İkinci olarak sunulur ki, o makâmı ikinci olarak incelediğimde,
birbiri üstünde, bir çok başka makâmlar da göründü. Yalvararak,
kırılarak uğraşdıkdan sonra, önceki makâmın üstündeki makâma
kavuşuldu. Bu makâmın hazret-i Osmân-ı Zinnûreynin makâmı olduğu,
diğer halîfelerin de buradan geçdikleri anlaşıldı. Bu makâm da,
tâlibleri yetişdirmek ve irşâd etmek makâmıdır. Şimdi, bunun
üstünde de iki makâm bildirilecek ki, bunlar da tekmîl ve irşâd
makâmıdır. Bunlardan biri, önceki makâmın üstünde görüldü. Bu
makâma çıkınca, hazret-i Ömer-ül-Fârûkun makâmı olduğu anlaşıldı.
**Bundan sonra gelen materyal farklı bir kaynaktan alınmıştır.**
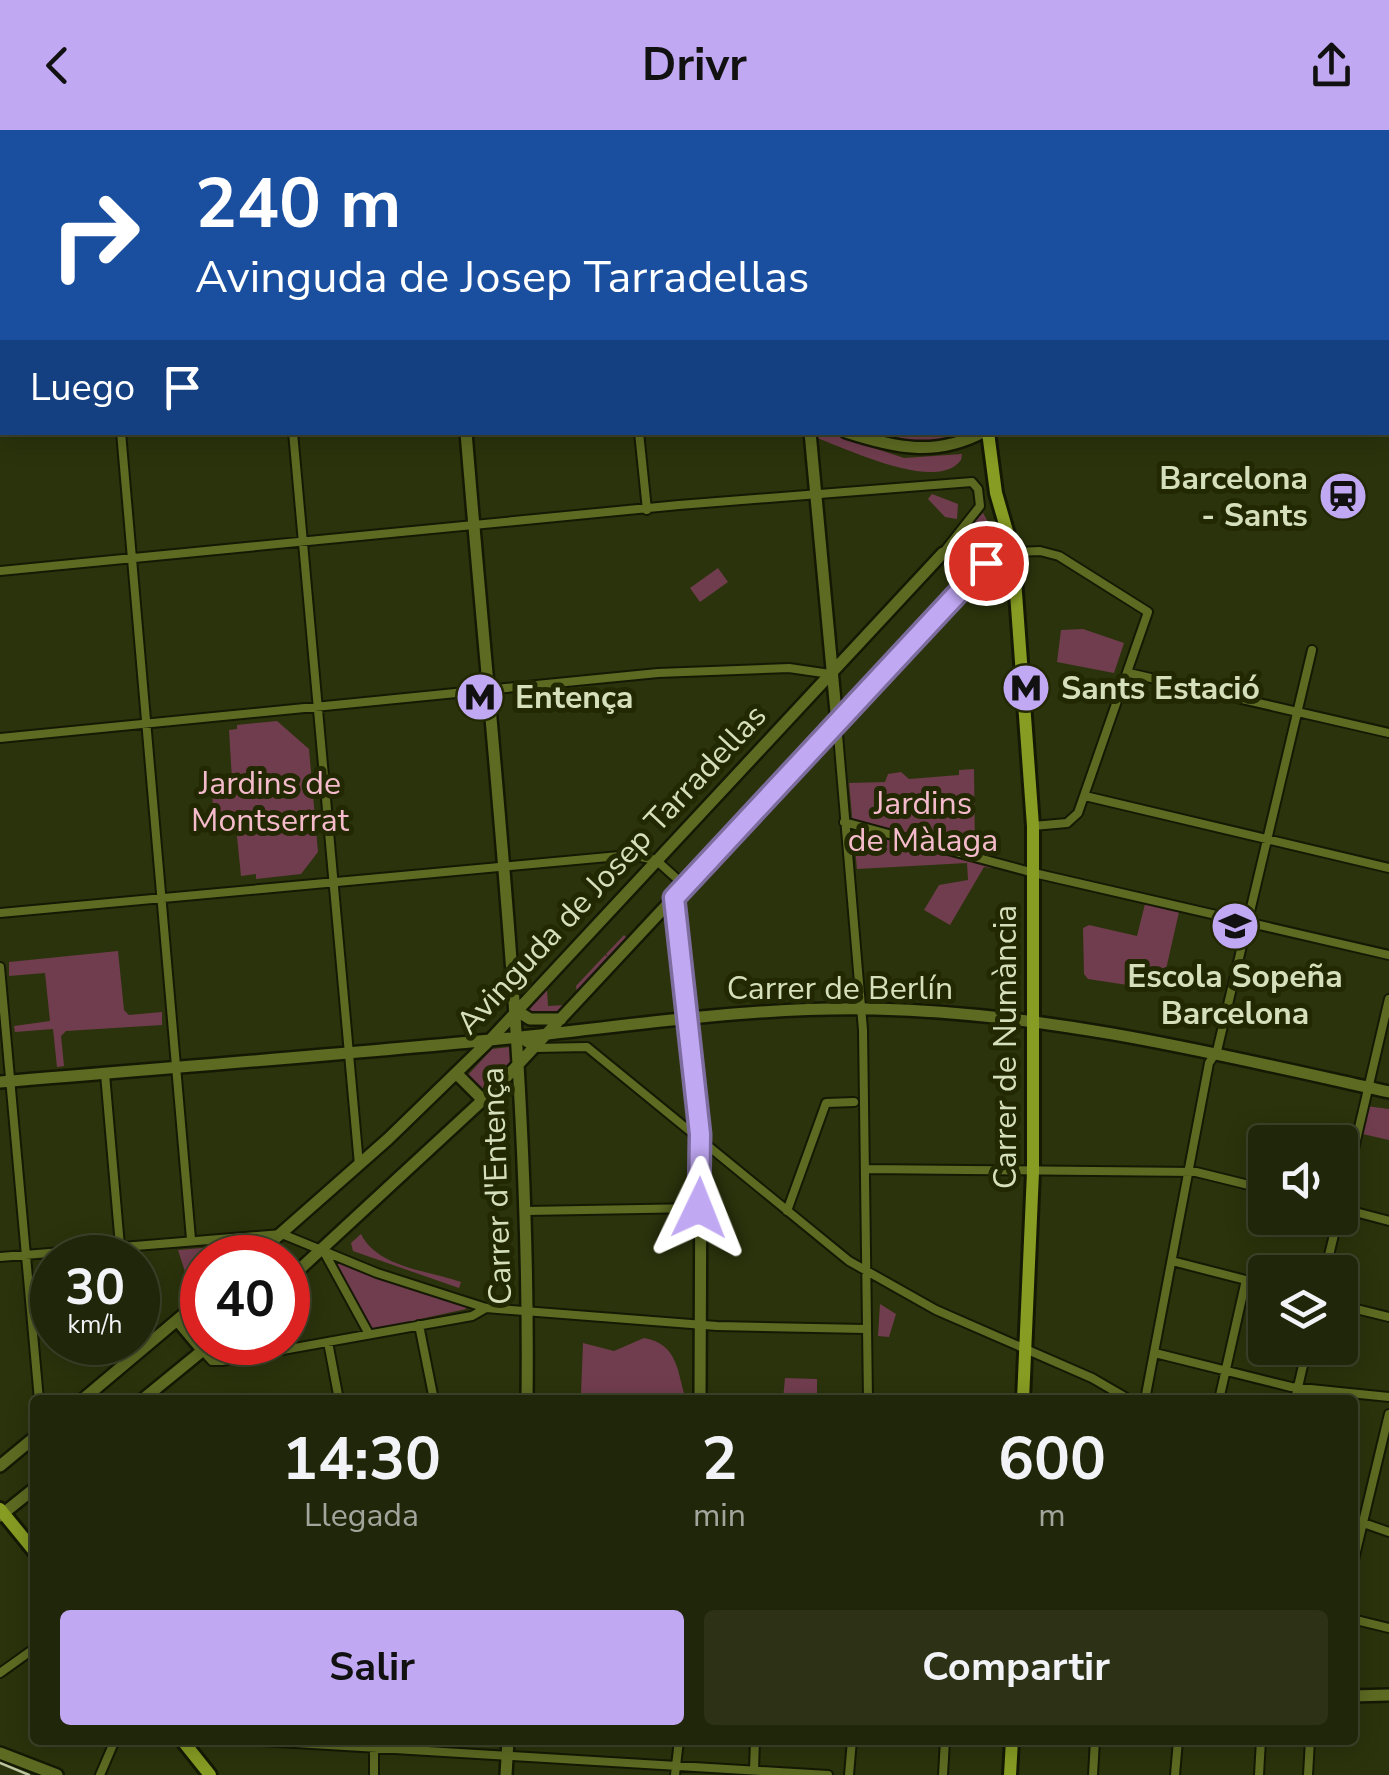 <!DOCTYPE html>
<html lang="es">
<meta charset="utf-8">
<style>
:root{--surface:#202609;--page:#2d3217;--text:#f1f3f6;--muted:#a2a59c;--line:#3d432a;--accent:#c1a8f3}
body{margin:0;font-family:"Nunito Sans",sans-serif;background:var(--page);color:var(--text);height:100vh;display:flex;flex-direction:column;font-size:38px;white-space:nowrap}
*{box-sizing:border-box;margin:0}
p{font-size:32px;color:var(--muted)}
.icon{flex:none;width:55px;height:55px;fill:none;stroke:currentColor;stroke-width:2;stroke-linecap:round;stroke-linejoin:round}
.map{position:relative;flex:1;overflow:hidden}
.sheet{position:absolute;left:30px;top:1265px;width:1328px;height:350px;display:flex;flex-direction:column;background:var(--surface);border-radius:10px;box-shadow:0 5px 25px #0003,0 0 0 2px var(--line)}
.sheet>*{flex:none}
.hud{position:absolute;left:0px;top:0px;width:1390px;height:305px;box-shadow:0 5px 25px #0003,0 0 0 2px var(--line);background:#1a4fa0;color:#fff;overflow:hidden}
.buttons{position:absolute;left:1248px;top:995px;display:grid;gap:20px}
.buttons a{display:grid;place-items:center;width:110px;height:110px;border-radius:10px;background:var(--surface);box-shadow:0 5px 25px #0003,0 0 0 2px var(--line);font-size:50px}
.speed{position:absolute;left:30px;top:1105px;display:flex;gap:20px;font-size:50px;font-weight:700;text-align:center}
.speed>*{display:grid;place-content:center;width:130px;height:130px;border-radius:50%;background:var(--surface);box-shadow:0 5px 25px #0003,0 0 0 2px var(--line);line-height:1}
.speed small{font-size:25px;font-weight:400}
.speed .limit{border:15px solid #d22;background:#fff;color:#111}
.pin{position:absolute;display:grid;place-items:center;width:85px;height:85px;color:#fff;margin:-42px;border:5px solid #fff;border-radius:50%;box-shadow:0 2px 10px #0007}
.me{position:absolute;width:110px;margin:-55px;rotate:2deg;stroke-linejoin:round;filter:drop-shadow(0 0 8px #0008)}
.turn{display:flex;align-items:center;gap:35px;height:210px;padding:0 30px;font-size:45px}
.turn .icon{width:130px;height:130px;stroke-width:2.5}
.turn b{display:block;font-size:70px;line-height:85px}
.then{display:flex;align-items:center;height:95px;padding:0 30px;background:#0003;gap:20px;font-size:38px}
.eta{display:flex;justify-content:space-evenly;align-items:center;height:170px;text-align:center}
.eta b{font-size:60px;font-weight:700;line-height:70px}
.button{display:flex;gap:20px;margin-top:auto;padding:20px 30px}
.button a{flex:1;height:115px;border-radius:10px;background:var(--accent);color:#111;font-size:40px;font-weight:700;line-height:115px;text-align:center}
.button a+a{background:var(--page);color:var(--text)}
header{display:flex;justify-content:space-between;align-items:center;height:130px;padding:0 30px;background:var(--accent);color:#111;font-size:45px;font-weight:700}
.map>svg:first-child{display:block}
.green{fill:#703d4e}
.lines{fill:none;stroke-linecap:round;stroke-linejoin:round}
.street-casing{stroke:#151904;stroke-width:12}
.secondary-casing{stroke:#151904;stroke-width:16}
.primary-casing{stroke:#151904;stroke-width:18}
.street{stroke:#5d6b22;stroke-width:8}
.secondary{stroke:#5d6b22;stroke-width:11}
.primary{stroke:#869c23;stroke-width:12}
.tram{stroke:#bbc39f;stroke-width:2.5}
.route-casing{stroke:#7d6d9e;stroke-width:25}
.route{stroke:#c1a8f3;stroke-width:18}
.labels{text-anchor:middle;stroke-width:10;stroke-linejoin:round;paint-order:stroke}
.poi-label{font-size:32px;font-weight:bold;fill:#d6dfbb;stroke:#222902;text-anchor:start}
.park-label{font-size:32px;fill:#f5bbcc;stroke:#222902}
.street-label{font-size:32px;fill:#d6dfbb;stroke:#222902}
</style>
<header><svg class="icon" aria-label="back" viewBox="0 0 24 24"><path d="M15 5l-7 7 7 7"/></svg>Drivr<svg class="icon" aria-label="share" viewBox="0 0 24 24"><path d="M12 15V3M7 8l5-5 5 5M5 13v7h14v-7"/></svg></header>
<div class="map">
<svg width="1389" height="1645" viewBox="0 0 1389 1645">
<rect width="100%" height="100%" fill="#2b330c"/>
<path class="green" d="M817,303H829L904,328L962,324L961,330C937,363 848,319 817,308Z
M873,303H954L961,309L927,313Z
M932,364L958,374L957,389L945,387L928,369Z
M983,383L996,406L985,424L963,403Z
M718,438L728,452L700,472L690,458Z
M1083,499L1124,513L1114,543L1057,532L1061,500Z
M277,591L309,619L318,722L301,744L256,749V744L241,746L236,697L215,699L211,652L232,650L229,600L237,599V595Z
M974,639L975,724L995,731L992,738L984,737L950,795L924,780L939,755L968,750L967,733L857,739L849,653L885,652L888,644L901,642L909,649L959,645V640Z
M1145,774L1179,782L1162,857L1136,850L1134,856L1088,849L1084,844L1083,798L1089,795L1137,806Z
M624,805L628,809L577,863L576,856L605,825L608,827L606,824Z
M118,821L124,880L129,885L162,882V895L66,901L61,906L64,936L57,937L53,899L15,902L14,896L50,891L45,843L9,846V832Z
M547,858L548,876L566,875L556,886L530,885L529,878Z
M511,917L513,932L485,961L467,946L492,919Z
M1366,976L1389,979V1010L1358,1003Z
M361,1104C378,1138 427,1140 461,1152L459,1158L353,1121L351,1113Z
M237,1115L244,1119L236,1127L202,1128V1156L197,1161L190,1157L178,1120Z
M337,1132L466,1176V1179L370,1200L335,1136Z
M880,1174L896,1184L889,1207L878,1206Z
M644,1208C679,1214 677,1243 686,1270H586L581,1264L583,1213L614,1221Z
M785,1248L817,1249V1270H783Z
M377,1610H488V1616Z"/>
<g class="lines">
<g class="street-casing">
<path id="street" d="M94,0L95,2
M269,0V2
M614,0V2
M785,0V2
M1065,2V0
M1179,2V0
M0,117H2
M0,159H2
M121,302L191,1109
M293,302L359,1035
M639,302L647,380
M1013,422L1040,421L1059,426L1148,482L1078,683L1067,693L1033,696
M0,441L679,375L972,352L978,359L980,376L943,423
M1129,543L1389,603
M837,593L863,900L868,1270
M0,608L658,543L789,538L830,544
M1085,666L1389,738
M844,692L1034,743L1389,825
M674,768L689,887
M0,783L630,725L656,730L685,756
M0,837L39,1270
M519,908L535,918L587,917L849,1131L936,1180L1092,1248L1130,1270
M105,944L120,1116
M866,1039L1196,1042L1265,1059
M1340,1078L1389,1091
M1340,1079L1389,869
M526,1081L699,1078
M787,1081L826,973L854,972
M323,1120L369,1204
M0,1127L282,1104L377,1143L486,1178L717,1196L866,1199
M1172,1131L1265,1155
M1325,1142L1338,1088
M1340,1175L1389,1187
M419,1195L434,1270
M328,1212L339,1270
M203,1221L212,1231H222L472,1186L486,1178
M1155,1223L1291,1257L1389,1267
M1145,1270L1209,933L1217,921L1312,520
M1219,1270L1246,1150
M1295,1270L1307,1218
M1352,1389L1389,1402
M1352,1438L1389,1284
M1352,1489L1389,1498
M0,1543L35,1518
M244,1610L828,1645
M754,1640L755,1610
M100,1645L115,1610
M374,1645V1610
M675,1645L679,1610
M849,1645L852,1610
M943,1645L945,1610
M1093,1645L1095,1610
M1175,1645L1178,1610
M1259,1645L1261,1610
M1308,1645L1310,1610"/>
</g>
<g class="secondary-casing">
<path id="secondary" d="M441,0V2
M0,92L2,91
M1388,246H1389
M0,265H2
M466,302C492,625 531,946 527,1270
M810,302L837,593
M846,302C895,318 936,327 983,302
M517,881L530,889H561
M689,887L701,1012L700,1270
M456,943L484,971
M0,952C163,938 327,926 490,910C618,898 745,876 875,879C1051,883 1218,924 1389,962
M253,1128L388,1009L490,910L943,423H953L974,445
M288,1150L498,956L982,437L995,426L1013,422
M177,1190L203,1221
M82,1270L202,1169
M142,1270L213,1212
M0,1336L35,1307
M0,1386L35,1358
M1352,1566L1389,1565
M0,1623L57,1645
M506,1645L508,1610"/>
</g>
<g class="primary-casing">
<path id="primary" d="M954,0V2
M988,302L996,363L1013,422L1033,696V1042L1023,1270
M0,1379L35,1422
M182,1610L210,1645
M1010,1645L1012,1610"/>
</g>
<use href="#street" class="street"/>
<use href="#secondary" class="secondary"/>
<use href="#primary" class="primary"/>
<path class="tram" d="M0,1633L29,1645"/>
</g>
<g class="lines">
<g class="route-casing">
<path id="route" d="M699,1078L700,1004L674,768L986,433"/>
</g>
<use href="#route" class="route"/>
</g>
<defs>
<g id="station-disc" transform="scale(2.5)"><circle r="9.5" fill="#c1a8f3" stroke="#222902"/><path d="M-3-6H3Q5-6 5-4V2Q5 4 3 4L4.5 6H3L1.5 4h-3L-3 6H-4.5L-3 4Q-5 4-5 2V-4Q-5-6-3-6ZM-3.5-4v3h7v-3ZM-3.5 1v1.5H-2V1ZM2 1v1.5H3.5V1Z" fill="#111"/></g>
<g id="metro-disc" transform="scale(2.5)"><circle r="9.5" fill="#c1a8f3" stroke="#222902"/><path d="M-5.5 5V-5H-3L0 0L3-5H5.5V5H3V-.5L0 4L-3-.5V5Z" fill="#111"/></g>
<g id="university-disc" transform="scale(2.5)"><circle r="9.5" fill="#c1a8f3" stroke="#222902"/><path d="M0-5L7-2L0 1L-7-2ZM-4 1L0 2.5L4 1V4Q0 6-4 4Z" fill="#111"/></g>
</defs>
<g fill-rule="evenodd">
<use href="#station-disc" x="1343" y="366"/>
<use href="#metro-disc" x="1026" y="558"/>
<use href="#metro-disc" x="480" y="567"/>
<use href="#university-disc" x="1235" y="796"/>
</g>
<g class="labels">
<g class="poi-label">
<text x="1308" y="359" text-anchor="end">Barcelona<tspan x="1308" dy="37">- Sants</tspan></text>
<text x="1061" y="569">Sants Estació</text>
<text x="515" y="578">Entença</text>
<text x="1235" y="857" text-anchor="middle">Escola Sopeña<tspan x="1235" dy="37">Barcelona</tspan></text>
</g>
<g class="park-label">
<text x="270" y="664">Jardins de<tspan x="270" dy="37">Montserrat</tspan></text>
<text x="923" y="684">Jardins<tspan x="923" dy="37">de Màlaga</tspan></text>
</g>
<g class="street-label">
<text transform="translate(611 739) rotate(-47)" y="11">Avinguda de Josep Tarradellas</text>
<text x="840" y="869">Carrer de Berlín</text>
<text transform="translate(1005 917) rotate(-90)" y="11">Carrer de Numància</text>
<text transform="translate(496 1056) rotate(-92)" y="11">Carrer d'Entença</text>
</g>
</g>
</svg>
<div class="buttons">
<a><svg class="icon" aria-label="sound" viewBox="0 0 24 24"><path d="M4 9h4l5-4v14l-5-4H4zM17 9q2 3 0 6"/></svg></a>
<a><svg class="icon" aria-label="layers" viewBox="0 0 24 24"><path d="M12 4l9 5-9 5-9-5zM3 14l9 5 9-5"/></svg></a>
</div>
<div class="speed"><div>30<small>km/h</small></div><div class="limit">40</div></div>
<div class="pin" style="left:986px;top:433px;background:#d93025"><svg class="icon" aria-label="arrive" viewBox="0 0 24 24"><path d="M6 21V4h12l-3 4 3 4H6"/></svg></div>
<svg class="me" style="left:699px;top:1078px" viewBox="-20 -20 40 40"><path d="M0-17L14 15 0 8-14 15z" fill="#c1a8f3" stroke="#fff" stroke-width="4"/></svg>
<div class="hud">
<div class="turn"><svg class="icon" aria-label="right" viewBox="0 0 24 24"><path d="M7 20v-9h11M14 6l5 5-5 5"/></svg><div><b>240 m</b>Avinguda de Josep Tarradellas</div></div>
<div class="then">Luego<svg class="icon" aria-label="arrive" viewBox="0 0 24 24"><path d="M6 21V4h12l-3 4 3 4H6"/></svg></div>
</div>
<section class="sheet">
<div class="eta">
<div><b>14:30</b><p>Llegada</p></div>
<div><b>2</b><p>min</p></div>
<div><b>600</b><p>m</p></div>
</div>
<div class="button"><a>Salir</a><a>Compartir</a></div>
</section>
</div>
Öteki üç halîfe de, bu makâmdan geçmişlerdir. Bu makâmın üstünde
hazret-i Ebû Bekr-i Sıddîkın makâmı göründü “radıyallahü anhüm
ecma’în”. Bu makâma da çıkıldı. Büyüklerimizden Hâce Nakşibend
“kaddesallahü sirrehül akdes” hazretleri her makâmda yanımda
geliyordu. Öteki üç halîfe de, bu makâmdan geçmişlerdi. Aramızdaki
ayrılık şu idi ki, biz bu makâmlardan geçiyorduk. Onlar ise bu
makâmların sâhibleri idi. Biz, yolcu olarak geçip gidiyorduk, onlar
bu yüksek makâmlarında kalıyorlardı. Bu makâmın üstünde, yalnız bir
makâm vardı. Başka hiç bir makâm görünmüyordu. Bu bir makâm,
Peygamberlerin sonuncusu olan Muhammed aleyhisselâmın “aleyhi
minessalevâti etemmühâ ve minettehıyyâti ekmelühâ” makâmı idi.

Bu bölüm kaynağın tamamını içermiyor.